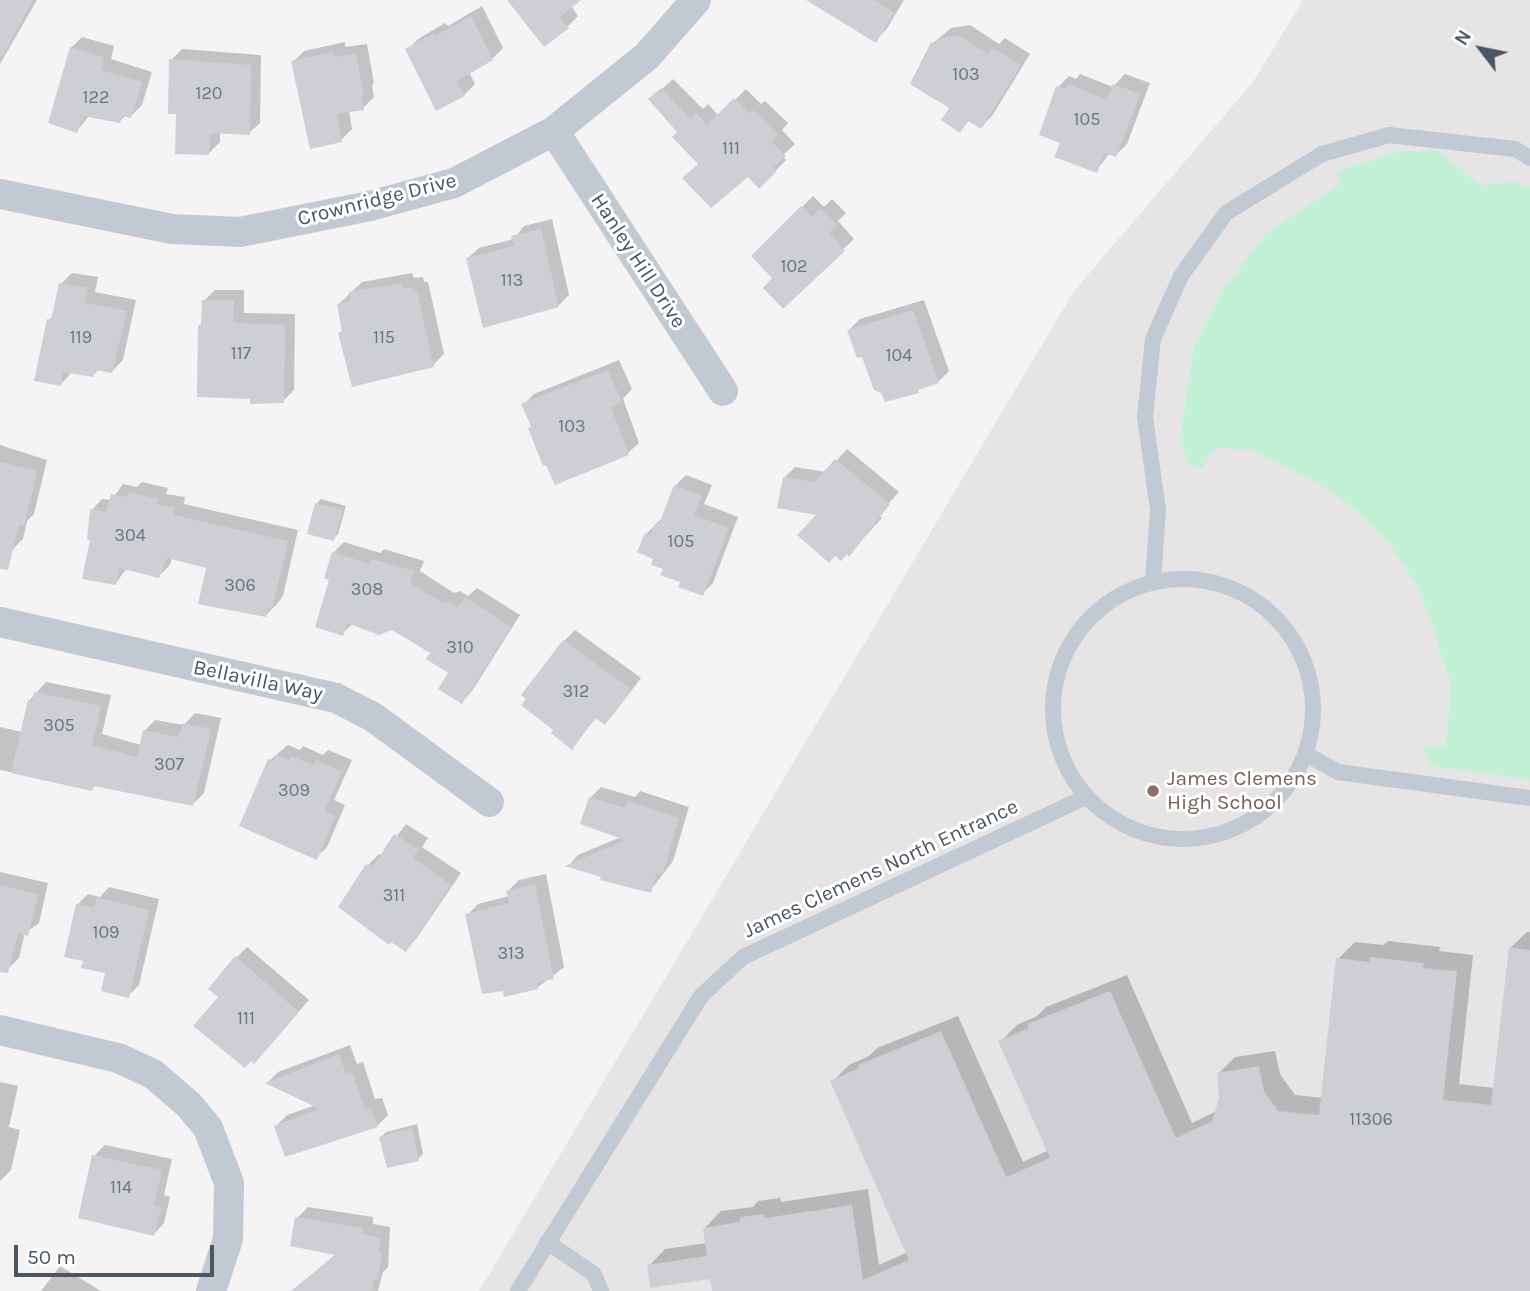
<!DOCTYPE html>
<html>
<head>
<meta charset="utf-8">
<style>
	body { margin:0 }
	#map { position:relative; width:1530px; height:1291px; overflow:hidden; background:#f5f3f3; font-family:Karla,sans-serif }
	canvas { display:block }
	.north { position:absolute; left:1446px; top:14px; width:70px; height:70px; -webkit-text-stroke:5px #fff; paint-order:stroke; rotate:302deg; font-size:19px; font-weight:700; line-height:28px; text-align:center; color:#4a5661 }
	.north::after { content:''; display:block; margin:auto; width:24px; height:32px; background:#4a5661; clip-path:polygon(50% 0,100% 100%,50% 72%,0 100%) }
	.scale { position:absolute; left:14px; top:1245px; width:200px; height:32px; box-sizing:border-box; border:4px solid #4a5661; border-top:0; padding-left:9px; font-size:21px; line-height:24px; white-space:nowrap; color:#4a5661; -webkit-text-stroke:5px #fff; paint-order:stroke }
</style>
</head>
<body>
<div id="map">
<canvas width="1530" height="1291"></canvas>
<div class="north">N</div>
<div class="scale">50 m</div>
</div>
<script>
const ctx = document.querySelector('canvas').getContext('2d');
ctx.lineJoin = 'round';
function fillPath(path, color) {
  ctx.fillStyle = color;
  ctx.fill(path, 'evenodd');
}
function poly(rows) {
  const path = new Path2D();
  for (const r of rows) {
    if (r.length === 3) {
      path.moveTo(r[0] + r[2], r[1]);
      path.arc(r[0], r[1], r[2], 0, 2 * Math.PI);
      continue;
    }
    path.moveTo(r[0], r[1]);
    for (let i = 2; i < r.length; i += 2) path.lineTo(r[i], r[i + 1]);
  }
  return path;
}
function stroke(path, color, width, dash) {
  ctx.strokeStyle = color;
  ctx.lineWidth = width;
  ctx.lineCap = dash ? 'butt' : 'round';
  ctx.setLineDash(dash || []);
  ctx.stroke(path);
}
function write(font, color, halo, rows, align = 'center') {
  ctx.font = font + ' Karla,sans-serif';
  ctx.lineWidth = 6;
  ctx.setLineDash([]);
  ctx.textBaseline = 'middle';
  ctx.strokeStyle = halo;
  ctx.fillStyle = color;
  for (const [text, x, y, turn = 0] of rows) {
    ctx.save();
    ctx.translate(x, y);
    ctx.rotate((+turn || 0) * Math.PI / 180);
    ctx.textAlign = isNaN(turn) ? turn : align;
    if (halo) ctx.strokeText(text, 0, 0);
    ctx.fillText(text, 0, 0);
    ctx.restore();
  }
}
fillPath(poly([
	[1303,0,1530,0,1530,1291,479,1291,1074,291,1253,82]
]), '#e6e4e5');
fillPath(poly([
	[1438,151,1480,185,1514,182,1530,188,1530,780,1431,766,1424,747,1446,746,1451,686,1434,629,1419,589,1391,546,1352,507,1318,483,1251,450,1216,448,1202,468,1190,467,1180,440,1194,348,1224,289,1267,233,1340,185,1338,171,1398,152]
]), '#c3f1d5');
fillPath(poly([
	[0,0,37,0,0,64],
	[509,0,578,0,571,6,578,16,567,27],
	[814,0,904,0,886,30,875,40],
	[482,6,503,48,492,59,469,72,475,84,464,95,407,50,418,39,445,23,448,26],
	[970,25,999,44,1005,38,1030,54,992,116,981,127,970,120,960,130,933,43,951,28],
	[82,37,114,46,111,59,152,72,142,105,131,116,126,115,119,122,89,116,77,131,71,48],
	[345,42,345,47,367,44,374,83,372,85,374,97,363,108,349,110,352,129,341,140,293,62,304,51],
	[182,49,261,55,260,123,249,133,220,132,220,142,209,153,178,112,171,60],
	[1080,74,1113,87,1125,74,1150,83,1127,144,1116,155,1110,153,1096,171,1062,141,1058,87,1069,76,1076,79],
	[673,79,703,109,708,104,719,116,746,89,761,104,765,101,788,123,782,130,795,144,782,156,786,160,760,187,748,174,700,164,679,132,651,99],
	[813,196,824,207,832,199,846,213,838,221,854,239,783,307,774,278,753,256],
	[552,219,569,295,558,306,468,258,479,248,514,239,524,226],
	[72,273,98,277,95,292,136,300,123,360,112,371,99,369,93,375,71,373,61,384,49,320,54,314,61,284],
	[412,273,414,278,423,277,424,282,428,282,444,354,433,365,340,333,344,330,339,304,362,282],
	[215,290,244,290,244,313,295,314,294,390,283,401,252,397,199,326,203,322,204,301],
	[924,300,949,371,938,382,886,400,849,330,860,319],
	[619,360,632,389,623,399,639,443,628,453,533,425,523,405,534,394],
	[0,445,47,460,34,514,27,521,23,539,12,550,0,547],
	[847,449,899,492,878,515,882,518,849,554,820,514,784,478,795,467,826,472],
	[686,475,712,485,704,504,738,517,713,583,702,594,655,558,646,534,663,517,675,486],
	[142,482,168,488,166,494,185,497,184,504,298,530,283,596,277,604,266,615,208,567,172,558,170,565,159,576,127,568,115,584,92,539,92,510,102,499,111,500,123,484,137,487],
	[321,499,346,506,338,534,333,539,316,504],
	[344,542,380,553,384,549,424,561,420,571,454,593,460,591,468,596,477,588,520,615,472,691,462,702,450,672,432,652,393,629,353,623,342,634,332,579,333,553],
	[575,630,641,678,615,712,605,723,597,717,571,747,528,699,564,641],
	[46,682,111,695,102,734,141,745,144,731,155,720,184,725,195,713,221,718,204,793,193,804,96,785,92,789,0,770,0,727,22,732,29,701],
	[288,745,300,750,303,746,323,755,328,750,352,760,334,800,345,805,327,847,316,858,241,825,270,760],
	[601,787,635,797,640,791,689,807,673,861,650,891,569,865,578,855,621,837,590,798],
	[406,824,428,838,422,847,461,873,416,939,406,950,392,940,368,865,379,854,382,856],
	[0,872,48,883,39,923,25,933,19,958,8,969,0,967],
	[546,874,564,967,537,988,467,915,478,904,509,896,508,891,519,880],
	[109,887,159,899,139,985,128,996,107,972,85,960,77,905,88,894,100,897],
	[1527,932,1530,932,1530,1291,714,1291,712,1277,649,1266,665,1249,707,1243,705,1228,721,1211,753,1207,758,1201,780,1198,781,1202,868,1189,879,1265,908,1252,832,1082,849,1065,869,1056,877,1048,958,1016,1023,1162,1049,1150,1000,1042,1017,1025,1037,1016,1046,1007,1127,975,1192,1123,1217,1111,1221,1099,1219,1073,1235,1057,1275,1051,1280,1074,1295,1095,1323,1098,1338,959,1355,942,1383,945,1388,941,1440,947,1439,951,1473,955,1459,1084,1495,1088,1510,948],
	[247,947,309,1000,265,1051,220,997,236,958],
	[350,1045,357,1064,363,1062,375,1099,382,1098,388,1115,377,1126,276,1126,287,1115,316,1105,268,1082,278,1072],
	[0,1082,18,1086,9,1127,20,1130,11,1170,0,1181],
	[417,1124,423,1154,418,1159,381,1137,386,1132],
	[105,1145,172,1159,164,1195,170,1197,164,1223,154,1234,94,1156],
	[308,1207,373,1217,373,1224,390,1227,388,1267,383,1272,378,1291,295,1289,337,1253,297,1218],
	[60,1266,101,1291,41,1291]
]), '#0003');
fillPath(poly([
	[0,0,33,0,0,61],
	[507,0,581,0,560,17,569,28,544,47],
	[806,0,874,0,894,13,876,43],
	[471,16,493,60,457,81,465,96,436,111,405,49,434,33,436,36],
	[958,35,988,54,992,48,1021,65,981,129,968,121,960,133,941,120,949,108,910,84,931,42,935,44,938,39],
	[70,47,104,57,101,70,142,82,131,118,122,116,120,123,83,116,77,133,48,123],
	[334,52,335,57,356,54,364,95,361,96,364,110,337,114,342,142,310,149,291,61],
	[169,59,251,65,250,135,211,133,209,155,175,154,176,114,168,114],
	[1068,84,1106,99,1113,84,1140,94,1116,157,1105,153,1097,173,1054,157,1060,143,1039,135,1056,86,1066,89],
	[661,88,691,119,696,113,707,125,734,98,750,114,753,110,778,135,772,142,786,156,773,168,776,172,759,189,748,177,711,208,682,178,698,164,672,137,677,132,648,99],
	[801,206,812,217,820,209,837,225,829,233,845,251,783,309,763,288,772,278,751,256],
	[541,229,559,307,483,328,466,258,514,246,511,236],
	[59,283,88,288,85,303,127,311,112,373,95,370,93,377,63,372,61,386,34,381,47,319,51,320],
	[401,283,403,288,412,287,413,292,417,292,434,367,352,387,338,333,342,332,337,304,350,301,349,292],
	[202,300,234,300,233,323,285,325,284,403,250,404,250,399,197,397,198,325,201,326],
	[913,310,939,383,918,390,919,393,885,402,881,393,874,390,862,357,857,358,847,330],
	[608,370,622,402,611,407,629,455,555,485,546,465,543,466,528,428,531,426,521,404],
	[835,459,890,504,849,557,847,554,841,561,835,556,829,563,797,535,816,515,777,508,783,477,815,482],
	[0,462,37,471,24,526,19,525,8,570,0,569],
	[674,485,702,496,694,515,729,528,703,596,678,587,680,582,660,575,663,569,651,565,653,559,637,552,645,533,650,535,656,523,659,524],
	[129,492,158,499,156,504,175,508,174,515,288,541,272,609,268,608,266,617,198,604,206,568,167,558,159,578,119,568,116,585,82,579,90,540,87,540,90,509,106,512,111,494,127,497],
	[315,503,343,510,334,541,307,534],
	[332,552,370,564,372,559,414,571,410,583,443,603,448,601,458,607,465,597,511,627,462,704,438,689,448,673,426,659,430,653,392,630,379,635,347,623,343,636,315,627,329,580,324,578],
	[563,640,631,689,605,725,595,718,572,750,551,733,553,730,521,705,526,699,521,695],
	[34,692,101,706,92,745,137,757,143,730,179,737,183,723,211,729,193,806,94,786,92,791,11,773,28,700,32,701],
	[276,755,289,760,291,756,313,765,316,760,342,772,324,811,335,816,317,860,239,826,268,759,273,761],
	[589,797,625,808,628,801,679,818,663,874,657,873,651,893,600,880,601,877,565,866,625,840,580,824],
	[394,834,418,849,413,858,451,885,406,952,391,942,389,945,338,907,366,864,372,868],
	[535,884,554,979,537,983,538,989,504,997,503,991,482,994,465,914,509,903,506,891],
	[0,885,38,894,28,936,18,933,8,973,0,972],
	[97,897,149,910,129,998,101,991,105,973,81,968,83,961,64,957,76,904,94,908],
	[1509,947,1530,950,1530,1291,712,1291,710,1279,650,1288,647,1265,707,1256,703,1228,740,1222,740,1217,764,1214,765,1218,852,1205,863,1280,909,1260,830,1081,859,1068,858,1065,941,1031,1006,1177,1050,1158,998,1041,1029,1028,1027,1024,1110,991,1176,1138,1212,1121,1219,1098,1217,1073,1259,1066,1264,1091,1278,1111,1319,1115,1336,958,1369,962,1370,957,1424,963,1423,968,1457,971,1443,1100,1491,1105],
	[235,956,299,1012,254,1064,251,1061,245,1068,193,1026,218,997,208,989],
	[339,1054,346,1074,352,1072,365,1109,371,1108,378,1127,285,1157,274,1126,320,1109,265,1083],
	[412,1128,419,1161,387,1168,379,1137],
	[92,1155,162,1170,154,1206,161,1208,154,1236,78,1218],
	[295,1217,363,1228,363,1234,380,1238,379,1253,382,1254,377,1280,374,1280,371,1291,291,1291,335,1255,290,1246]
]), '#cdcfd5');
stroke(poly([
	[1183,709,130],
	[1153,581,1158,510,1145,417,1153,339,1181,276,1226,213,1322,154,1389,135,1515,149,1530,158],
	[1306,754,1338,772,1530,798],
	[547,1242,594,1274,601,1291],
	[518,1291,701,996,743,957,1086,797]
]), '#c1cad2', 16);
stroke(poly([
	[554,131,723,391],
	[0,194,172,229,240,232,370,206,454,183,554,131,647,56,696,0],
	[0,622,336,698,373,717,489,802],
	[0,1030,118,1058,153,1074,189,1105,208,1128,229,1183,228,1239,211,1291]
]), '#c1cad2', 30);
for (const [x, y, r, color] of [
	[1153,791,7,"#8d6e63"]
]) {
  const dot = new Path2D();
  dot.arc(x, y, r, 0, 2 * Math.PI);
  ctx.fillStyle = color;
  ctx.fill(dot);
  stroke(dot, '#fff', 2.5);
}
write('18px', '#6b747e', null, [
	["103",966,75],
	["120",209,94],
	["122",96,98],
	["105",1087,120],
	["111",731,149],
	["102",794,267],
	["113",512,281],
	["119",81,338],
	["115",384,338],
	["117",241,354],
	["104",899,356],
	["103",572,427],
	["304",130,536],
	["105",681,542],
	["306",240,586],
	["308",367,590],
	["310",460,648],
	["312",576,692],
	["305",59,726],
	["307",169,765],
	["309",294,791],
	["311",394,896],
	["109",106,933],
	["313",511,954],
	["111",246,1019],
	["11306",1371,1120],
	["114",121,1188]
]);
write('21px', '#4a5661', '#fff', [
	["Crownridge Drive",377,200,-14],
	["Hanley Hill Drive",638,261,57],
	["Bellavilla Way",258,681,12],
	["James Clemens North Entrance",881,869,-25]
]);
write('21px', '#785e54', '#fff', [
	["James Clemens",1167,779],
	["High School",1167,803]
], 'left');
</script>
</body>
</html>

* **PROBLEM STATEMENT**:
When pictures appear in the records above, leave them out and reproduce exactly each line from the first through the line containing "position:absolute; left:1446px; top:14px;", both included.

* **TASK RESULT**:
<!DOCTYPE html>
<html>
<head>
<meta charset="utf-8">
<style>
	body { margin:0 }
	#map { position:relative; width:1530px; height:1291px; overflow:hidden; background:#f5f3f3; font-family:Karla,sans-serif }
	canvas { display:block }
	.north { position:absolute; left:1446px; top:14px; width:70px; height:70px; -webkit-text-stroke:5px #fff; paint-order:stroke; rotate:302deg; font-size:19px; font-weight:700; line-height:28px; text-align:center; color:#4a5661 }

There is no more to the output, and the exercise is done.